Top of Source records

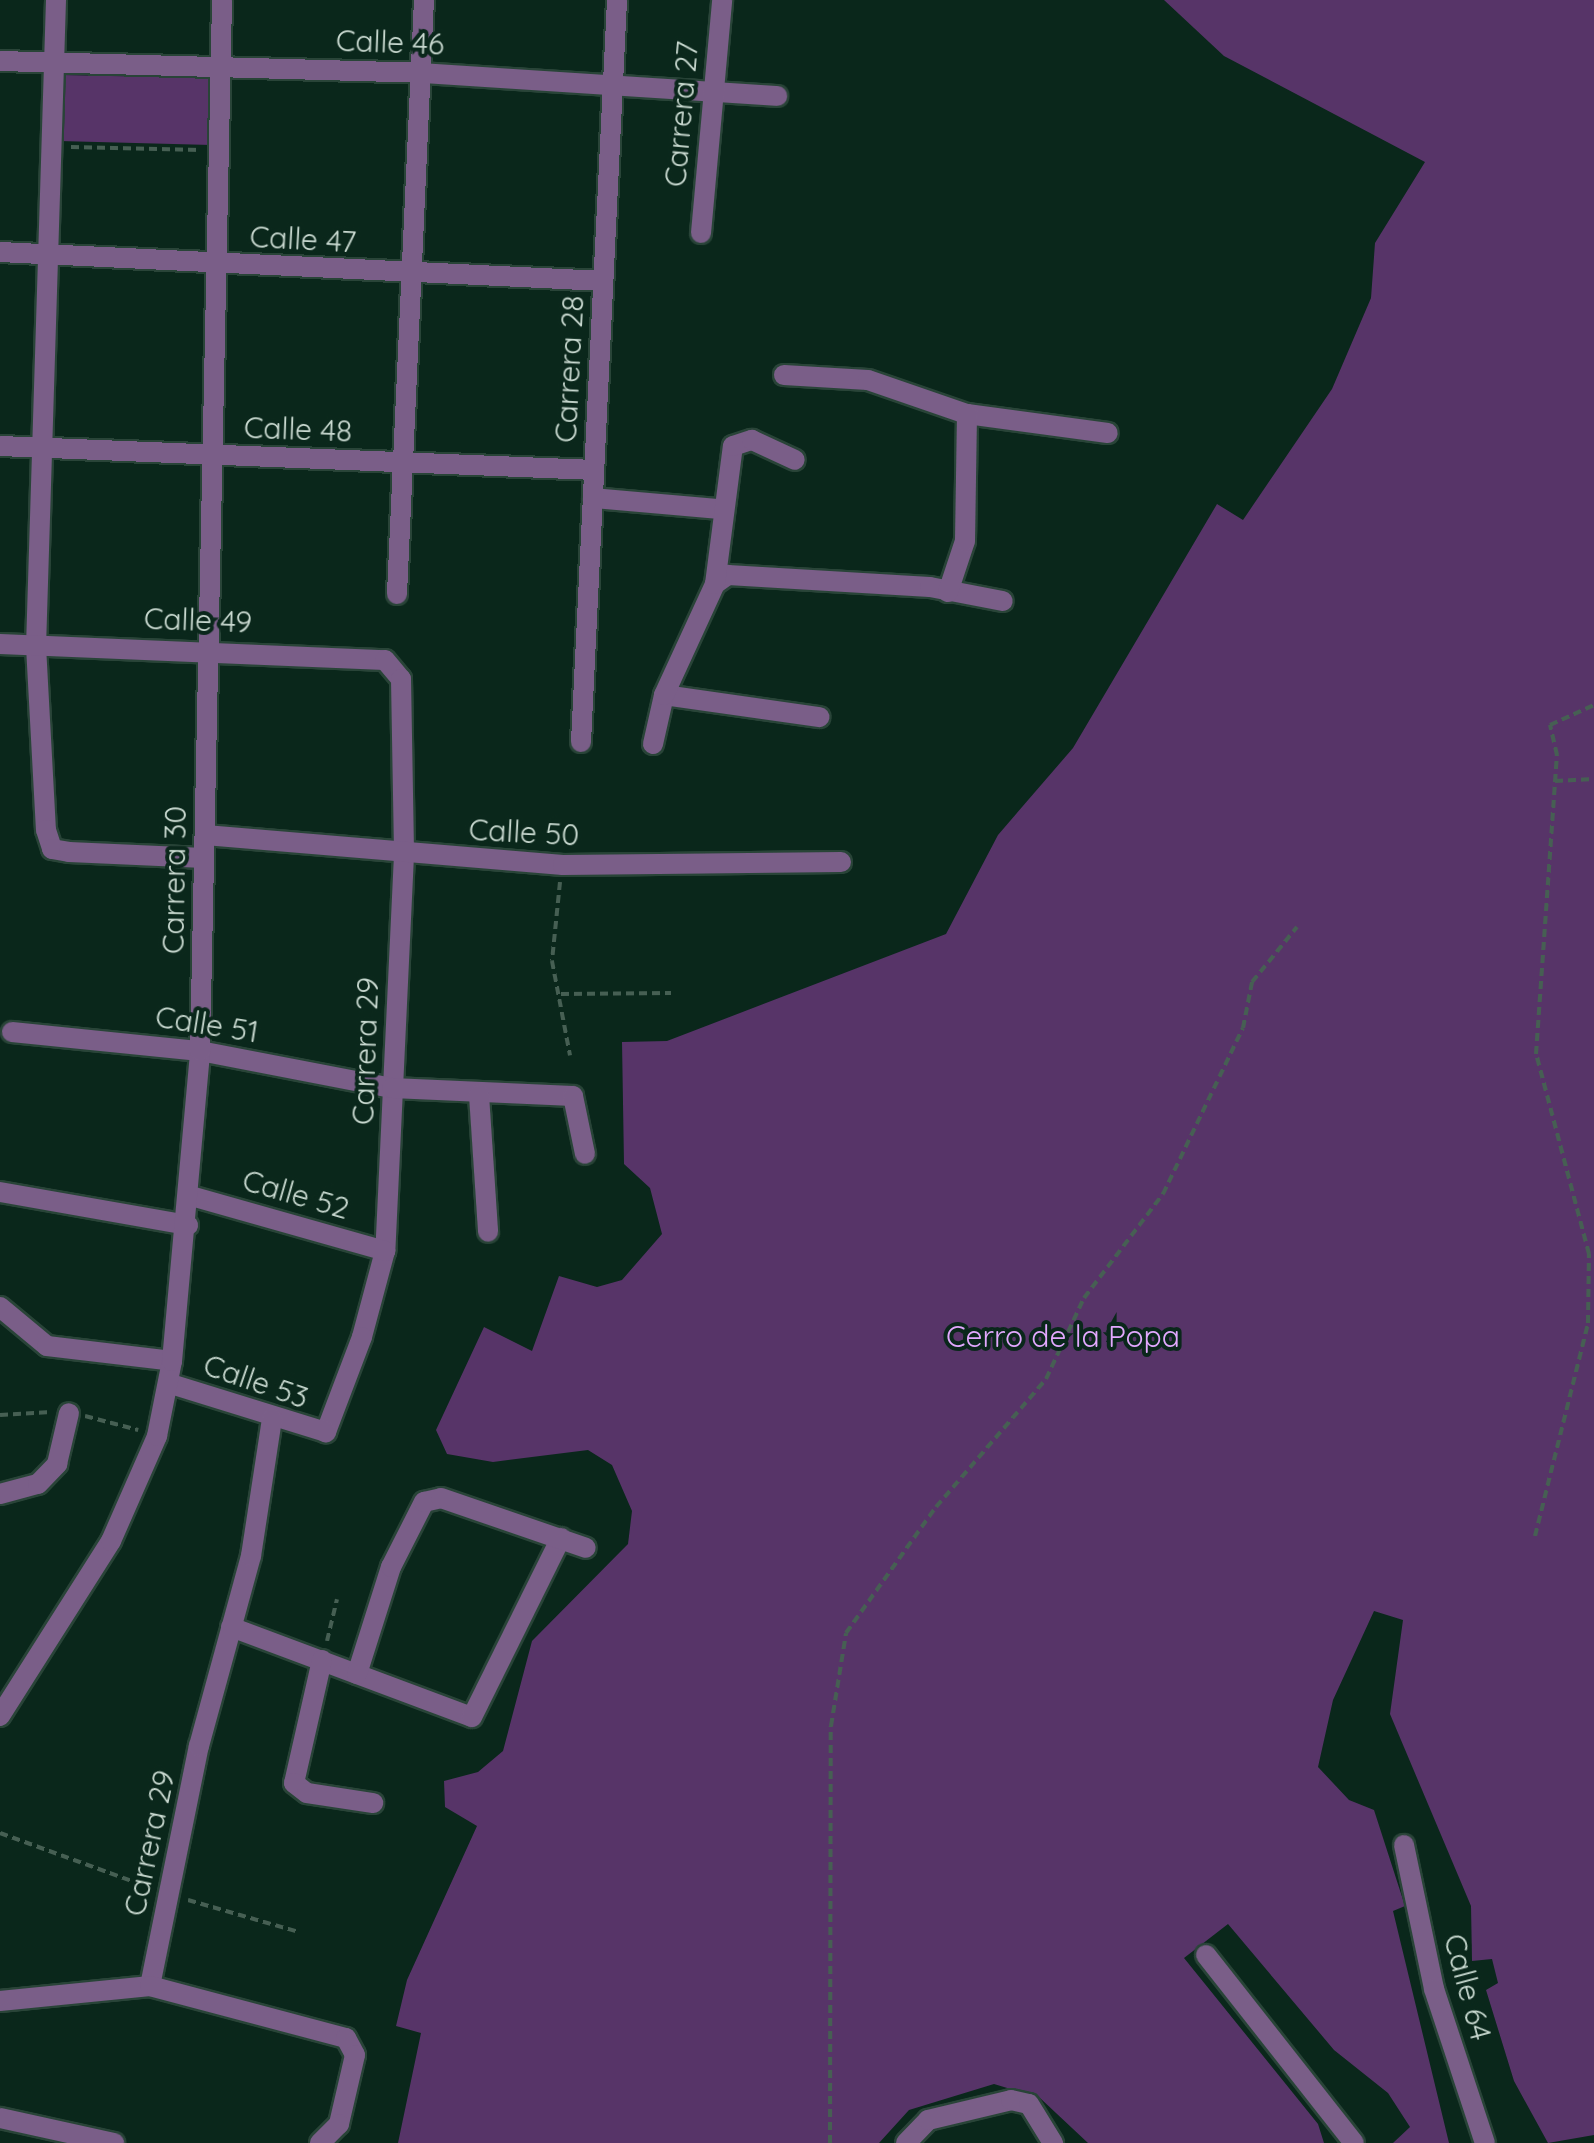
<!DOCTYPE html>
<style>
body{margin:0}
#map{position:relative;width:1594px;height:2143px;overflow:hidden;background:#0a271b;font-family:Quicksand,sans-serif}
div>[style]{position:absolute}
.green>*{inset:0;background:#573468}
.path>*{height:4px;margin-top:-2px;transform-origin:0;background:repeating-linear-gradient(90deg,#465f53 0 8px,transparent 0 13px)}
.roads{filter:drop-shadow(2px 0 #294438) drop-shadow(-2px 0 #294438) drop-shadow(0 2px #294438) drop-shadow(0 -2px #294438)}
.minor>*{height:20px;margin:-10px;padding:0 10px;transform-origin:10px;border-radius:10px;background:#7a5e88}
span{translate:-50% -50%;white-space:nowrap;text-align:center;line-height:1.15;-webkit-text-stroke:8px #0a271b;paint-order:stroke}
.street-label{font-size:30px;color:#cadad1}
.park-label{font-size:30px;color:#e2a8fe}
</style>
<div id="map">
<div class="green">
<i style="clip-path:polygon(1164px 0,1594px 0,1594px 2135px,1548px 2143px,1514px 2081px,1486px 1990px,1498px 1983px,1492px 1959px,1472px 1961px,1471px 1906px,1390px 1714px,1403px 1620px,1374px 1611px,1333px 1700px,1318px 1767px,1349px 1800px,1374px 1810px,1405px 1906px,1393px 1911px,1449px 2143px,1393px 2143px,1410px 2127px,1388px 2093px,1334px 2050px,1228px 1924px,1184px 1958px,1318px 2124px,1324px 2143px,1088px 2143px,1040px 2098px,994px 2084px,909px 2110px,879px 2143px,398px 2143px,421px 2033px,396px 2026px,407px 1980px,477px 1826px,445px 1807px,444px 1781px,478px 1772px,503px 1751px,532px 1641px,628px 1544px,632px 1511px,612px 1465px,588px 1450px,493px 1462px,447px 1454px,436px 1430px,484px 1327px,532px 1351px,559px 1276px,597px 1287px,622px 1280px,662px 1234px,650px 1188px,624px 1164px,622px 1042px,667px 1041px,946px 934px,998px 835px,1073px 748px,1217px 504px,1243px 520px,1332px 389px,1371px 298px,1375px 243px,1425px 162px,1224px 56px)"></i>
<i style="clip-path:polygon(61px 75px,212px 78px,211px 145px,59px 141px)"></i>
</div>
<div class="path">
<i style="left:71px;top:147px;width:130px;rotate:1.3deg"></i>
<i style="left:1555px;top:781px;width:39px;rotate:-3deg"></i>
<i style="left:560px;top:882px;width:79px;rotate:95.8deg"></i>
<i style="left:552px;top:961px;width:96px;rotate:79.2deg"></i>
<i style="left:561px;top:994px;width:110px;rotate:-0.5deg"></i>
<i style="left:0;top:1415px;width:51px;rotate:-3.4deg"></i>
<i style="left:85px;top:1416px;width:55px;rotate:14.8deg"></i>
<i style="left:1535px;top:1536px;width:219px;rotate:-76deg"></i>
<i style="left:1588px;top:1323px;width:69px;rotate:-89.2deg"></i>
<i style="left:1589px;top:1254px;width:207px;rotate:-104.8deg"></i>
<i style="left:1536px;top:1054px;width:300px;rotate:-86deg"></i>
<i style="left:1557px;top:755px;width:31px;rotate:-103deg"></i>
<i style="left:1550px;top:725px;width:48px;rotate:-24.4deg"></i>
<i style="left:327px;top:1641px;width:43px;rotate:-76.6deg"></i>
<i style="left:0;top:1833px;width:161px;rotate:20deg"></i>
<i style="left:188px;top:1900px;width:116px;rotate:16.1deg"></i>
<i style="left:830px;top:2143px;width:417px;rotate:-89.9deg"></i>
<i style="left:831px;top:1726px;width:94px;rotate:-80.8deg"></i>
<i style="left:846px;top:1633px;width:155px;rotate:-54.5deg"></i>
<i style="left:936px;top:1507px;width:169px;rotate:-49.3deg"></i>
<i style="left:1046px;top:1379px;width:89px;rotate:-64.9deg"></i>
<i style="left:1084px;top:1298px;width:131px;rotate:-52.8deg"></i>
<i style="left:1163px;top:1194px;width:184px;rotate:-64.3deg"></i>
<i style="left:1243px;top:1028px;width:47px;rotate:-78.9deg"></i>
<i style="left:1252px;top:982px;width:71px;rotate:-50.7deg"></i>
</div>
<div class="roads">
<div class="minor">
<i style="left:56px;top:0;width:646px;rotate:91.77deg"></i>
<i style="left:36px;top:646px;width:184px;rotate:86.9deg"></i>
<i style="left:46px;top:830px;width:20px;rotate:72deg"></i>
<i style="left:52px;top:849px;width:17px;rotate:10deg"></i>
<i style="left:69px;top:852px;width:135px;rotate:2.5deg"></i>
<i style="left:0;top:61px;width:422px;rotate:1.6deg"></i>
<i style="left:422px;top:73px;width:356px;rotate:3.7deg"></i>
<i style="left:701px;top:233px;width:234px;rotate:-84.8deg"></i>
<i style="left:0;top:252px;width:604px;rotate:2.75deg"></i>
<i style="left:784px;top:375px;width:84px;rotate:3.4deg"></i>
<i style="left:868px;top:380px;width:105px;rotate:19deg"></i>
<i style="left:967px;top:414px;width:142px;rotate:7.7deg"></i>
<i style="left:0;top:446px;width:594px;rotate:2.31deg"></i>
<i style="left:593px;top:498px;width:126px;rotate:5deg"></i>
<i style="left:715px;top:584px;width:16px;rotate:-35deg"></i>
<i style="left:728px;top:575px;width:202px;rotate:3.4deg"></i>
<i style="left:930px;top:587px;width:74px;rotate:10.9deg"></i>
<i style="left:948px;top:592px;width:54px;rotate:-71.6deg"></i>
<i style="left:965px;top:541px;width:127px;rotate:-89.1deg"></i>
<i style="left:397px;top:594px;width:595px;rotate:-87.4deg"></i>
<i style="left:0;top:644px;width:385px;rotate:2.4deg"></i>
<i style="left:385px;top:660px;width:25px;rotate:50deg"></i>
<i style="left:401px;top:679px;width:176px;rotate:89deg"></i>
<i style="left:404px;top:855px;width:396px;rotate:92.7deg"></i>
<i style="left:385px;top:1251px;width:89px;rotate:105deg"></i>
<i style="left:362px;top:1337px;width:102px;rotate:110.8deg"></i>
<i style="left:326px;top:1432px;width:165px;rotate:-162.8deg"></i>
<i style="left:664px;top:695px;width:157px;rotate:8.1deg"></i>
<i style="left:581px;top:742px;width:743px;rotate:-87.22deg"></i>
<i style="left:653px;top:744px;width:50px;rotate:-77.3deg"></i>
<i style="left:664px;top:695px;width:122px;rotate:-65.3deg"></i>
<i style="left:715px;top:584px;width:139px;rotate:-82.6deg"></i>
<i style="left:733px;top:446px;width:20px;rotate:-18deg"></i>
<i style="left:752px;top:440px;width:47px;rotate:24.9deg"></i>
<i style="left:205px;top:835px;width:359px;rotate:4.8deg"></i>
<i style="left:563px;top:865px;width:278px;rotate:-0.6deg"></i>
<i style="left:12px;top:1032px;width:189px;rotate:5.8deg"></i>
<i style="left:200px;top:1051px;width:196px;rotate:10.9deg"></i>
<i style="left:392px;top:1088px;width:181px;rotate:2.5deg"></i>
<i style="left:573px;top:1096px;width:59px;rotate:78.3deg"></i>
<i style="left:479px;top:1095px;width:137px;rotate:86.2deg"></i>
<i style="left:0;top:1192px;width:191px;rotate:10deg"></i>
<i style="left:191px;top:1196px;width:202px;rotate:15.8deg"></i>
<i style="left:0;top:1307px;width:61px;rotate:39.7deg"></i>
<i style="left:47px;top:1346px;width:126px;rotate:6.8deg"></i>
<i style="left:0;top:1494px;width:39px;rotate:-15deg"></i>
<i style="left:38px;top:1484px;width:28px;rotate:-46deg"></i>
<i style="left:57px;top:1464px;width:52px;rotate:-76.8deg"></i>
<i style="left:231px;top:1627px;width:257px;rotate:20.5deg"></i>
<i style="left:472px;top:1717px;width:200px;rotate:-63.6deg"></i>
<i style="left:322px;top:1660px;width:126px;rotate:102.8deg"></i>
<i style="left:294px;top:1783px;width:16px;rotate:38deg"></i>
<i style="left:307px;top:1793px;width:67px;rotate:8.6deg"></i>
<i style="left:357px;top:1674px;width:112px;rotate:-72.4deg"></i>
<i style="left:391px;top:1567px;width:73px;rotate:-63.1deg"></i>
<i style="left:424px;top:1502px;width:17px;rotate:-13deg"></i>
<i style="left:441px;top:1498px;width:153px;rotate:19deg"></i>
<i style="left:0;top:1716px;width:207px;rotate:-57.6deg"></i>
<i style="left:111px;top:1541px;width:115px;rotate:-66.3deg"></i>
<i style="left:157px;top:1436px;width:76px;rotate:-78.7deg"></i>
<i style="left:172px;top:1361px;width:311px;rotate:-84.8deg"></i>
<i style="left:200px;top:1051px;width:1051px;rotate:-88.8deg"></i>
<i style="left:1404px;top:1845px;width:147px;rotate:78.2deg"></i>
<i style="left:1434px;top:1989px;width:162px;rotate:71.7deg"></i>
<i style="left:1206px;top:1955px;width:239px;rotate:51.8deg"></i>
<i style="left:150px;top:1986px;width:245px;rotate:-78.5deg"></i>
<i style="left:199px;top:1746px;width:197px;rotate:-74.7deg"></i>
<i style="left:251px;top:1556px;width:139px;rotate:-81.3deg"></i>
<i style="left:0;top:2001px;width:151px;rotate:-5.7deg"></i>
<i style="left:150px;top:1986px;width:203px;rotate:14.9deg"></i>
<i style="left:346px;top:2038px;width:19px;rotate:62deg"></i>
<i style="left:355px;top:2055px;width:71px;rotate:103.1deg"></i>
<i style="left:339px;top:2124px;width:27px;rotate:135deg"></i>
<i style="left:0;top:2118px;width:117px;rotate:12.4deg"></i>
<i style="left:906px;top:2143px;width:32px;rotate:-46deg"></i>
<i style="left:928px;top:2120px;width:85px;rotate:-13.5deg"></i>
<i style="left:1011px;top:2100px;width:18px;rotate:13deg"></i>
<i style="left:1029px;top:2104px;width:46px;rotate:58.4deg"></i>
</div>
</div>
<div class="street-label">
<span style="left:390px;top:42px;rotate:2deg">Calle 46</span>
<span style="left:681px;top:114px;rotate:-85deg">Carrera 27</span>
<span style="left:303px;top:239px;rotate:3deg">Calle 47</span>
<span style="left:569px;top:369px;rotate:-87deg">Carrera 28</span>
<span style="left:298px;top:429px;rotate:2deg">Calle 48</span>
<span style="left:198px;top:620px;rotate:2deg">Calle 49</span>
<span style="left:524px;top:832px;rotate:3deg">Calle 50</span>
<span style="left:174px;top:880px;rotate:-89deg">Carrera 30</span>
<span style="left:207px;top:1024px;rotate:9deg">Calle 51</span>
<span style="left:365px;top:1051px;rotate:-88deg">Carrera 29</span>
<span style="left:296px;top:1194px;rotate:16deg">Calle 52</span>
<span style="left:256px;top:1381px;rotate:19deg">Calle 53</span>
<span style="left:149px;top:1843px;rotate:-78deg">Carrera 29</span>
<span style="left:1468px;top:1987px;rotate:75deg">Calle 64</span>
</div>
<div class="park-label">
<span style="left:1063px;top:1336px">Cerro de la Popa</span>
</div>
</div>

Bottom of Source records

Print the entries as they stand, first line through the line holding "0 #294438) drop-shadow(-2px", with every picture removed.

# Exercise result
<!DOCTYPE html>
<style>
body{margin:0}
#map{position:relative;width:1594px;height:2143px;overflow:hidden;background:#0a271b;font-family:Quicksand,sans-serif}
div>[style]{position:absolute}
.green>*{inset:0;background:#573468}
.path>*{height:4px;margin-top:-2px;transform-origin:0;background:repeating-linear-gradient(90deg,#465f53 0 8px,transparent 0 13px)}
.roads{filter:drop-shadow(2px 0 #294438) drop-shadow(-2px 0 #294438) drop-shadow(0 2px #294438) drop-shadow(0 -2px #294438)}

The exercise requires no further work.